- **TASK GOAL**: Looking at the data below, how many lines include the word "rows"? Respond with the number only.

Items from a dataset
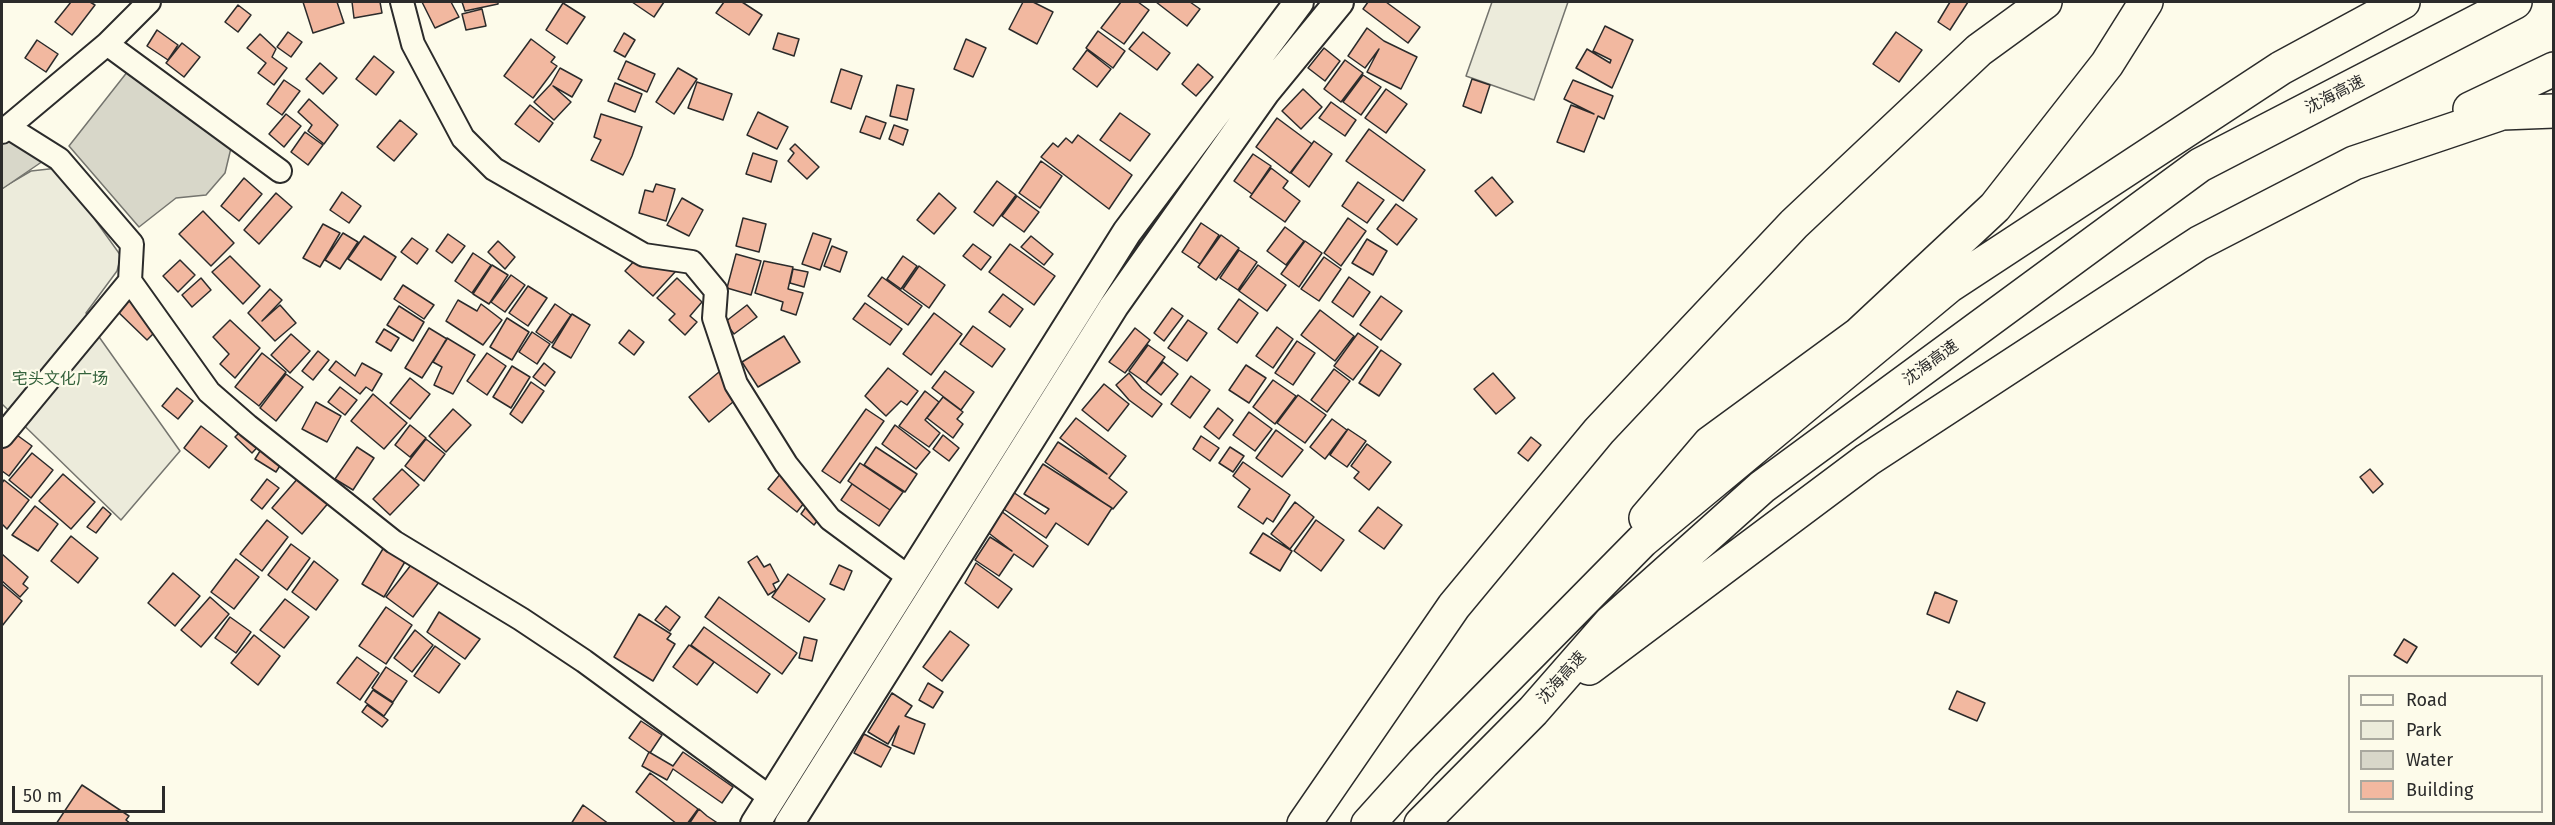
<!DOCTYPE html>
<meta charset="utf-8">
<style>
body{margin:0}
#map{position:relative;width:2555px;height:825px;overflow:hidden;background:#fdfbea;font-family:"Fira Sans",sans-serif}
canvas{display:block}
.frame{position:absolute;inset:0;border:3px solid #2b2b2b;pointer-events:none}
.legend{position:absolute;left:2348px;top:675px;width:195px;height:138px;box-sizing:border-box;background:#fdfbea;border:2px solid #a9a89e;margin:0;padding:8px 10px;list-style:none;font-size:18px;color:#2b2b2b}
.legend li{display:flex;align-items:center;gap:12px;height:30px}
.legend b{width:30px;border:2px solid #a9a89e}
.scale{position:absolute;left:12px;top:786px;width:153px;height:27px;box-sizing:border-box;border:3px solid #2b2b2b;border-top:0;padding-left:8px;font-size:18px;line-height:21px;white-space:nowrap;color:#2b2b2b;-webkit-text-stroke:4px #fdfbea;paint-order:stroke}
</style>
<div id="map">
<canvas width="2555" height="825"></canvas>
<div class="frame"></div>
<ul class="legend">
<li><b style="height:8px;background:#fdfbea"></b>Road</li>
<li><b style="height:16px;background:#ecebdb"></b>Park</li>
<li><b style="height:16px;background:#d8d7c9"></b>Water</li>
<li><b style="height:16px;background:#f2b8a0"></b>Building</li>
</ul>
<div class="scale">50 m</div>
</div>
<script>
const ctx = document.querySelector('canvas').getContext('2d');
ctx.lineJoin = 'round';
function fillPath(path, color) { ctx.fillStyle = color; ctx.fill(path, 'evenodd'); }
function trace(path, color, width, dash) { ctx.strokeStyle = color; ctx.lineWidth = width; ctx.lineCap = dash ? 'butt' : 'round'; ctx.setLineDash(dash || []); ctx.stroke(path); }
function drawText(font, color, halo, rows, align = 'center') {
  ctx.font = font + ' "Fira Sans","Noto Sans SC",sans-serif'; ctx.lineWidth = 4.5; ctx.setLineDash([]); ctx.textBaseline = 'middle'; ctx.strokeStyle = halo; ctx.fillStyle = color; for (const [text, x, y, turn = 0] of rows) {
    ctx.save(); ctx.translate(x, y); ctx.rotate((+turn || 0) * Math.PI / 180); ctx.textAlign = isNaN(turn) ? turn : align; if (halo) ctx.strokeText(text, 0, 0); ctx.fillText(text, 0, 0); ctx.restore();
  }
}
const green = new Path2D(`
 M1492,2H1568L1534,100L1466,76Z
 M58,168L121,256L117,271L86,313L97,334L180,451L121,520L2,404V188L31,171Z`);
const water = new Path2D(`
 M128,71L231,148L225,173L206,195L176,198L139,227L69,146Z
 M11,134L46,159L2,189V142Z`);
const building = new Path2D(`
 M71,2H90L95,5L72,35L55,22Z
 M303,2H337L344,23L313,33Z
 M352,2H380L382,13L354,18Z
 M422,2H451L459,17L435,28Z
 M462,2H498V4L465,11Z
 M632,2H664L654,17Z
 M724,2H742L762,15L749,35L716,13Z
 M1023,2H1033L1053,12L1037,44L1009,29Z
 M1121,2H1138L1149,10L1124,44L1101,28Z
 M1156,2H1190L1200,9L1187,26Z
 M1368,2H1386L1420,27L1408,43L1363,9Z
 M1950,2H1968L1950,30L1938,22Z
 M563,3L585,17L567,44L546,30Z
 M238,5L251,15L238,32L225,22Z
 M482,9L486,26L466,30L462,14Z
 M1605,26L1633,40L1612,88L1576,68L1587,49L1610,63L1611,60L1593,51Z
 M1367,28L1384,41L1417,57L1401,89L1367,72L1379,49L1365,68L1348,56Z
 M157,30L178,45L168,60L147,46Z
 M1098,31L1125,51L1113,68L1086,48Z
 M288,32L302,42L291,57L277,47Z
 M1143,32L1170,53L1157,70L1129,49Z
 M1896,32L1922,50L1899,82L1873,64Z
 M624,33L635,40L625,57L614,51Z
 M778,33L799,39L794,56L773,49Z
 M260,34L276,49L272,57L287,68L274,85L258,73L266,63L247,48Z
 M531,39L555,57L551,62L557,66L533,98L504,76Z
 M966,39L986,48L973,77L954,69Z
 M37,40L58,54L46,72L25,58Z
 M182,43L200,57L184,77L166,63Z
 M1324,48L1340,61L1325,81L1308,68Z
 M1087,50L1111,69L1097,87L1073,69Z
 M374,56L394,72L376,95L356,79Z
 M1345,60L1363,73L1341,102L1324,89Z
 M626,61L655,74L647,92L618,79Z
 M320,63L337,78L323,94L306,79Z
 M1198,64L1213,77L1196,96L1182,84Z
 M560,68L582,80L572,97L553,86L571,102L554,120L534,102L551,84Z
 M678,68L697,79L674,114L656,102Z
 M841,69L862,76L851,109L831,102Z
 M1363,75L1381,87L1361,115L1343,102Z
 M1472,79L1490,85L1481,113L1463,106Z
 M284,80L300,91L282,115L267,104Z
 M1573,80L1613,96L1604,119L1598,116L1584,152L1557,142L1571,105L1594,114L1564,99Z
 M697,82L732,94L723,120L688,108Z
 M615,83L642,94L635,112L608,101Z
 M897,85L914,89L907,120L890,116Z
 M1303,89L1322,107L1301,129L1282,111Z
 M1386,89L1407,104L1386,133L1365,118Z
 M309,99L338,125L324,144L308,131L312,125L298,112Z
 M1331,102L1356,120L1345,136L1319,118Z
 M530,105L553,123L539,142L515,124Z
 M758,112L788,127L777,149L747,135Z
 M1120,113L1150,134L1130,161L1100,140Z
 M286,114L301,126L284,147L269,134Z
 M601,114L642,127L632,156L623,175L591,160L601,140L594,137Z
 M866,116L886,123L880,139L860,132Z
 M1277,118L1312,144L1290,173L1256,147Z
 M400,120L417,134L394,161L377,147Z
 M894,125L908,130L903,145L889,139Z
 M1369,129L1425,170L1403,201L1346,161Z
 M305,132L323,145L308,165L291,152Z
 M1078,135L1132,175L1109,209L1041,157L1053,143L1058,147L1066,138L1072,143Z
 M1314,141L1332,154L1309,187L1291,173Z
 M795,144L819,167L807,179L788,161L794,153L790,149Z
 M753,153L777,161L771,182L746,174Z
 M1253,154L1271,166L1252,194L1234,181Z
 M1041,161L1062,176L1040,208L1019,193Z
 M1271,168L1288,181L1283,188L1300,201L1285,222L1250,197Z
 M1492,177L1513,202L1496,216L1475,191Z
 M244,178L262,194L239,221L221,206Z
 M997,181L1016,195L993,226L974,212Z
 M1358,182L1384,200L1367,223L1342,206Z
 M656,184L675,189L666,221L639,213L645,190L653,192Z
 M342,192L361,206L349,223L330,210Z
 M276,193L292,207L259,244L244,230Z
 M939,193L956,208L934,234L917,220Z
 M1017,196L1039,212L1024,232L1002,216Z
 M682,198L703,210L689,236L667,225Z
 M1396,204L1417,219L1397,245L1377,229Z
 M203,211L234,243L211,266L179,234Z
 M743,218L766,224L759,252L736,246Z
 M1348,218L1366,231L1341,266L1324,253Z
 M1201,223L1219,235L1200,264L1182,252Z
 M323,224L340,233L320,267L303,258Z
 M1285,227L1304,241L1286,265L1267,251Z
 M343,233L358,242L340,269L325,260Z
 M813,233L831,239L820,270L802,264Z
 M448,234L465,246L452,263L436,251Z
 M1221,235L1239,248L1216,280L1198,267Z
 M364,236L396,257L381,280L348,259Z
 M1031,236L1053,254L1044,265L1021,247Z
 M412,238L428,249L417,264L401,252Z
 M1367,239L1387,251L1373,275L1352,263Z
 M498,241L515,257L505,269L488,252Z
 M1305,241L1322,253L1299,287L1281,274Z
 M973,244L991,257L981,270L963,256Z
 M1010,244L1055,276L1034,305L989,272Z
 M832,246L847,252L840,272L824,266Z
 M647,247L675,272L653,296L625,271Z
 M1239,250L1257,262L1238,290L1220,278Z
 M473,253L491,265L472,293L455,281Z
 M736,254L761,261L751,295L727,288Z
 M230,256L260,286L243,304L212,272Z
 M903,256L917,266L901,289L887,279Z
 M1324,257L1341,269L1319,301L1301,289Z
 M180,260L195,275L178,292L163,276Z
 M764,261L793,267L788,289L803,293L796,315L781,310L783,302L755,293Z
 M492,265L508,275L489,304L473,294Z
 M1258,265L1286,285L1267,311L1239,291Z
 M919,266L945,285L929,308L903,289Z
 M793,269L808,272L804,287L790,283Z
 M511,275L525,285L505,312L491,302Z
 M882,277L922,306L908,325L868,296Z
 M1349,277L1370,292L1353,317L1332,302Z
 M201,278L211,290L192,307L182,295Z
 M677,278L702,302L690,316L697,322L685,335L669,320L675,314L657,298Z
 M403,285L434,305L424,319L394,299Z
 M528,286L547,298L528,326L509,313Z
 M270,289L282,300L262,321L280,305L296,323L275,341L248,313Z
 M131,291L164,323L147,340L114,308Z
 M1003,294L1023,309L1010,327L989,312Z
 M1381,296L1402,311L1381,340L1360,325Z
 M1239,299L1258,313L1237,343L1218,329Z
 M458,300L477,311L481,304L502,320L483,345L446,321Z
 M865,303L902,329L890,345L853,319Z
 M555,304L571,315L552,343L536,332Z
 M747,305L757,317L734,334L725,322Z
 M399,306L424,322L413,341L387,325Z
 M1172,308L1183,316L1164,341L1154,333Z
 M1320,310L1354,336L1335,361L1301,335Z
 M934,313L962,334L931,375L903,354Z
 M572,314L590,325L571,358L552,347Z
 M507,318L529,332L512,360L490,347Z
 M230,320L260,348L235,378L220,364L229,354L213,337Z
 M1188,320L1207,333L1187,361L1168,348Z
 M973,326L1005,349L992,367L960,344Z
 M1277,327L1293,339L1273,368L1256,356Z
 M429,328L447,339L422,378L405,368Z
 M1135,328L1150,340L1125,373L1109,362Z
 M384,329L399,338L391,351L376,342Z
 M629,330L644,342L634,355L619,343Z
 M532,332L550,344L537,364L519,352Z
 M1358,333L1378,347L1353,380L1334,366Z
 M291,334L310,351L290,373L271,355Z
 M784,336L800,362L758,387L742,362Z
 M447,338L475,355L453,394L434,385L442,367L433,362Z
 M1297,341L1315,353L1293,385L1275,373Z
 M1148,345L1165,357L1146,383L1129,371Z
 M1381,350L1401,364L1379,396L1359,383Z
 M318,351L329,360L313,380L302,371Z
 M262,353L286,372L259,406L235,387Z
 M487,353L506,366L487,395L467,381Z
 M336,361L355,376L362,363L382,374L372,391L366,387L360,394L329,370Z
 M1163,362L1178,374L1161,395L1146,383Z
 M544,363L555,372L545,386L533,377Z
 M1246,365L1266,378L1249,403L1229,390Z
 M512,366L530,377L511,408L493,397Z
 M888,368L918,391L907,405L901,401L886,416L865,396Z
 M1334,369L1350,381L1327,412L1311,400Z
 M945,371L974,392L961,410L932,388Z
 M719,372L739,397L709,422L689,397Z
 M1129,373L1142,389L1162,404L1152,417L1129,400L1116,385Z
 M1493,373L1515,398L1496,414L1474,389Z
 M286,374L303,387L276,421L260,408Z
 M1191,376L1210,390L1190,418L1171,404Z
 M410,378L430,394L410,419L390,403Z
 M1273,380L1296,396L1275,424L1253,407Z
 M531,382L544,391L522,423L510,414Z
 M1104,384L1129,404L1108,431L1082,410Z
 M340,387L357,400L345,415L328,402Z
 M177,388L193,401L178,419L162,406Z
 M925,391L939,402L925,420L940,433L929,447L899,426Z
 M373,394L407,423L384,449L351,421Z
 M1298,395L1326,415L1305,443L1277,423Z
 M943,397L963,412L957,419L963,424L953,438L927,418Z
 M316,402L341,416L327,442L302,429Z
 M1218,408L1233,420L1219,439L1204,427Z
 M453,409L471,425L446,452L429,436Z
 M866,409L884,421L840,483L822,471Z
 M1249,412L1272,429L1255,451L1233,435Z
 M1076,418L1126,456L1109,478L1127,492L1113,509L1045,462L1058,442L1107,474L1060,438Z
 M1332,419L1347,430L1325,459L1310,447Z
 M249,423L265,439L252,453L235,437Z
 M410,425L426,438L410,457L395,445Z
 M895,425L930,452L916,469L882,444Z
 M201,426L227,446L209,468L184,448Z
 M1348,429L1366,441L1347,467L1330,455Z
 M10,430L32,446L9,476L2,471V442Z
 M1276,430L1303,450L1282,477L1256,458Z
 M943,435L959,448L949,461L933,449Z
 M1201,436L1219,448L1210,461L1193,449Z
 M1531,437L1541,445L1528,461L1518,453Z
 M426,439L445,454L424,481L405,466Z
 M265,443L286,456L276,472L255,459Z
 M1367,444L1391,462L1369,490L1354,478L1359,472L1351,466Z
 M357,447L374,458L353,490L335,479Z
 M876,447L917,474L905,492L864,465Z
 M1230,447L1244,456L1233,472L1219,463Z
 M32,453L53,470L31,498L9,480Z
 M1243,462L1290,495L1273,522L1267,518L1263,524L1238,507L1250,489L1233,476Z
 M860,463L903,492L890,510L848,481Z
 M1043,464L1112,508L1088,545L1056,523L1046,538L1002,508L1013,492L1045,514L1049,509L1024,494Z
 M786,467L814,490L797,512L768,489Z
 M306,469L336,494L302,534L272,508Z
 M402,469L419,485L390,515L373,499Z
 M2370,469L2383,484L2373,493L2360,477Z
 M63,474L95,502L71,529L39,501Z
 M267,479L279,488L262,509L251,500Z
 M4,480L29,500L7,529L2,524V483Z
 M852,484L890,510L879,526L841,500Z
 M811,500L825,511L814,525L801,514Z
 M1295,502L1314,517L1290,549L1271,534Z
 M35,506L58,524L38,551L12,535Z
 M103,507L111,514L96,533L87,527Z
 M1378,507L1402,525L1384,549L1359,531Z
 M1001,511L1048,546L1033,567L1014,554L999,576L975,560L990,537L1012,551L986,531Z
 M267,520L288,537L262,571L240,554Z
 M1316,520L1344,540L1321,571L1294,551Z
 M1263,533L1292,551L1280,571L1250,553Z
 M71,536L98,558L78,583L51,561Z
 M387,542L409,555L384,597L362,584Z
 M291,544L310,558L287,590L268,575Z
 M2,554L28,577L23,584L28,588L20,597L2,581Z
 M418,556L442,578L413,617L386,597Z
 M757,556L764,567L770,564L779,581L773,584L776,590L768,595L748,562Z
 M236,559L259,577L234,609L211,592Z
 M314,561L338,580L316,610L292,592Z
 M976,563L1012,589L998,608L965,583Z
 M839,565L852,571L844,590L830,584Z
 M173,573L200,596L175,626L148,603Z
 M788,574L825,599L809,622L772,597Z
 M2,584L22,601L2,626Z
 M1935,592L1957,601L1949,623L1927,614Z
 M210,597L229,614L201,647L181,630Z
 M719,597L797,653L782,674L705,617Z
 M285,599L309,617L284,648L260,630Z
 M666,606L680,617L670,631L655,620Z
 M386,607L412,625L386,664L359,646Z
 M439,612L480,639L465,659L427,632Z
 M639,614L671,634L667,639L675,644L653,681L614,657Z
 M230,617L251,632L236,653L215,638Z
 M704,627L770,674L757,693L691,645Z
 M415,630L433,645L412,672L394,658Z
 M950,631L969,645L942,681L923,667Z
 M254,635L280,656L258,685L231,663Z
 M804,637L817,640L812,661L799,658Z
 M2404,639L2417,647L2407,663L2394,655Z
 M689,645L714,662L697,685L673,667Z
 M435,646L460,664L439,693L414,676Z
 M357,657L379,673L360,700L337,683Z
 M386,667L407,681L393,702L372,688Z
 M928,683L943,692L933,708L919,700Z
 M373,690L393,703L384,716L365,702Z
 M1957,691L1985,703L1977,721L1949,709Z
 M892,693L912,706L905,716L925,724L914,754L892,745L899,726L888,744L868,732Z
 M367,705L388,720L382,727L362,712Z
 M641,721L662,735L650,753L629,738Z
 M864,734L891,748L881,767L854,753Z
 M649,752L673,766L683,752L733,787L722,803L673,769L667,780L642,766Z
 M650,773L698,809L687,824H677L636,792Z
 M82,785L129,816L126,820L131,824H56Z
 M583,805L609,824H571Z
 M699,809L707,816L719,824H689Z`);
const minor = new Path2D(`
 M402,2L413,44L463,138L494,169L644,255L692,262L716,291L714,318L736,384L786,464L830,519L910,578
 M107,44L280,171
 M8,127L59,159L132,244L130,281L209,392L248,426L394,542L521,619L584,661L771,798
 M2,132L107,44L149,2
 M2,436L130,281`);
const major = new Path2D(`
 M755,824L1127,232L1299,2
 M789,824L1114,306L1266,91L1339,2`);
const highway = new Path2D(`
 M2470,109L2554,69
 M1646,518L1710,443L1859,334L1995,207L2107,64L2146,2
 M1589,668L1867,460L2199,243L2354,163L2502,113L2554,111
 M1304,824L1454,606L1599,431L1794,224L1979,50L2045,2
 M1368,824L1423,763L1642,541L1949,286L2281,68L2403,2
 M1421,824L1533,711L1610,623L1762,487L2200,165L2515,2`);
const streetNames = [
 ["沈海高速",2335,95,-27],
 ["沈海高速",1931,363,-36],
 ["沈海高速",1562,678,-48]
];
const parkNames = [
 ["宅头文化广场",60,380]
];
fillPath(green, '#ecebdb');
trace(green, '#74746e', 1.5);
fillPath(water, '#d8d7c9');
trace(water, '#74746e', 1.5);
fillPath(building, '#f2b8a0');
trace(building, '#2b2b2b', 1.5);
trace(minor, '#2b2b2b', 26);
trace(major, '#2b2b2b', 32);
trace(highway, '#2b2b2b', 36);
trace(minor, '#fdfbea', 22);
trace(major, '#fdfbea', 28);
trace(highway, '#fdfbea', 33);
drawText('16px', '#2b2b2b', '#fdfbea', streetNames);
drawText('16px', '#34623c', '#fdfbea', parkNames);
</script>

- **REPLY TO THE TASK**: 2